Bursa’da, muhteşem bir katılımla “Kuruluş Mitingi”mizi yaptık. Bursalı
kardeşlerim kuruluşumuzun aziz hatıralarına sahip çıkarak işbirlikçi, içten
pazarlıkçı, ikiyüzlü ve bölücü ilkellere kat’i bir şekilde ders vermişlerdir.

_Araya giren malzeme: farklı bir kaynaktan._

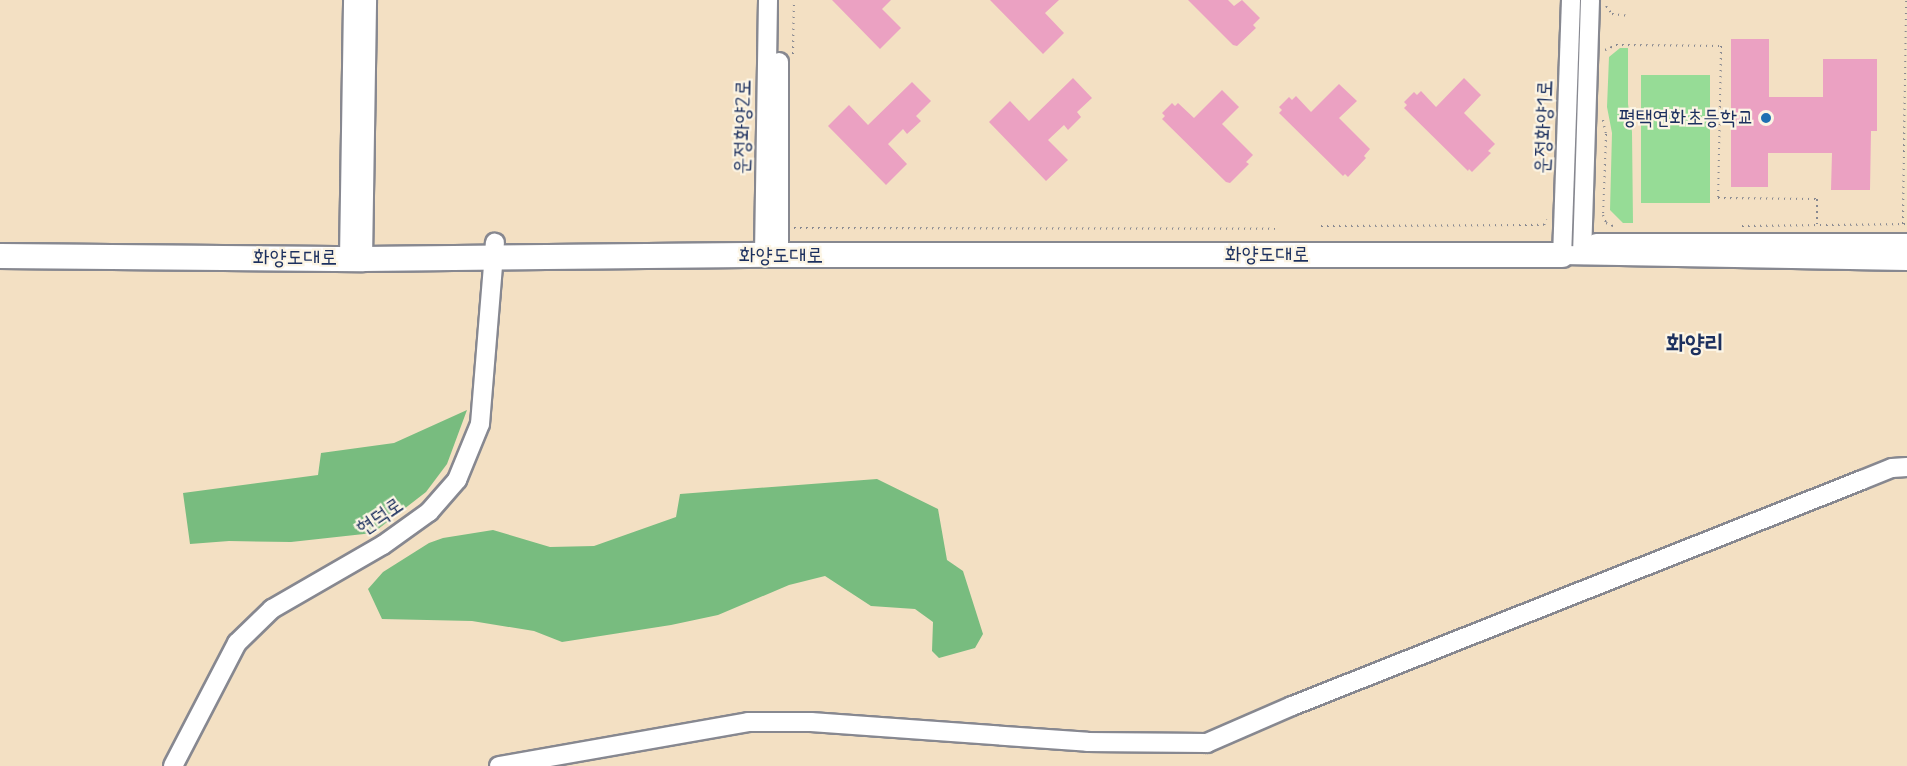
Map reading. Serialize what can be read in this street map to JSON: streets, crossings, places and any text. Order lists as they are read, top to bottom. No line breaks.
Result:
{"streets":{"main road":["화양도대로"],"street":["운정화양2로","운정화양1로","현덕로"]},"crossings":[["운정화양2로","화양도대로"],["운정화양1로","화양도대로"],["화양도대로","현덕로"]],"districts":["화양리"],"places":["평택연화초등학교"]}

Bursa’dan sonra eli ayağına dolaşan, dili peltekleşen, korkuya kapılan, beti
benzi atan ve şaşkınlıktan ne yapacağını bilemeyen iktidar partisi yöneticileri
ve yandaşları sinecek ve girecek delik aramışlardır. Arkasından 20 Nisan 2013
günü İzmir’de mahşeri bir iştirakle “Bayrak Mitingi”mizi düzenledik. İzmir sel
olup aktı, heyecan olup yağdı, coşku olup çağladı, gül olup kırmızıya boyandı,
bayraklar ellerde Ege’den dalgalandı. Sırtlan kümesinin, bölücülük akımının,
terörist kafilesinin aklı İzmir’den sonra iyice karışmış, tedirginlikleri iyice
artmıştır. Bayrağa hakareti marifet ve demokratlık ölçüsü gören küfrün
uzantıları iyiden iyiye sendelemiş ve sarsılmışlardır. Göz nurumuz, şeref ve
bağımsızlık sembolümüz olarak nazlı nazlı bakan Türk bayrağını indirmek için
sözleşen batılın ve günahın elebaşları birden bire tezviratlara, gıybetlere ve
dedikodulara hız vermişlerdir. İzmir eşbaşkanlara tokat gibi inmiş, bölünme
ayini yapanlara zelzele yaşatmıştır. Meydanlarımızı şereflendiren
milliyetçi-ülkücü vatansever kardeşlerimi küçültme ve açık hava
toplantılarımıza katılım düzeyini düşük göstermek için AKP ve menfaatperest
ortakları her yolu adımlamışlardır. Ancak güneşi balçıkla sıvamak mümkün
değildir. İşte yeni bir destan yeniden Adana’da yazılmaktadır. Türk milletinin
dirilişini ve direncini görmek isteyen kim varsa İzmir’den sonra Adana’ya
bakmalıdır. Açık hava toplantılarımızın dolup taşmasını çekemeyen,
hasetliğinden çatlayan ahmaklar Adana’daki görkemi ve göğüs kabartıcı tabloyu
görmelidir. Türk vatanı bugün burada, bu meydanda adeta ete kemiğe bürünmüştür.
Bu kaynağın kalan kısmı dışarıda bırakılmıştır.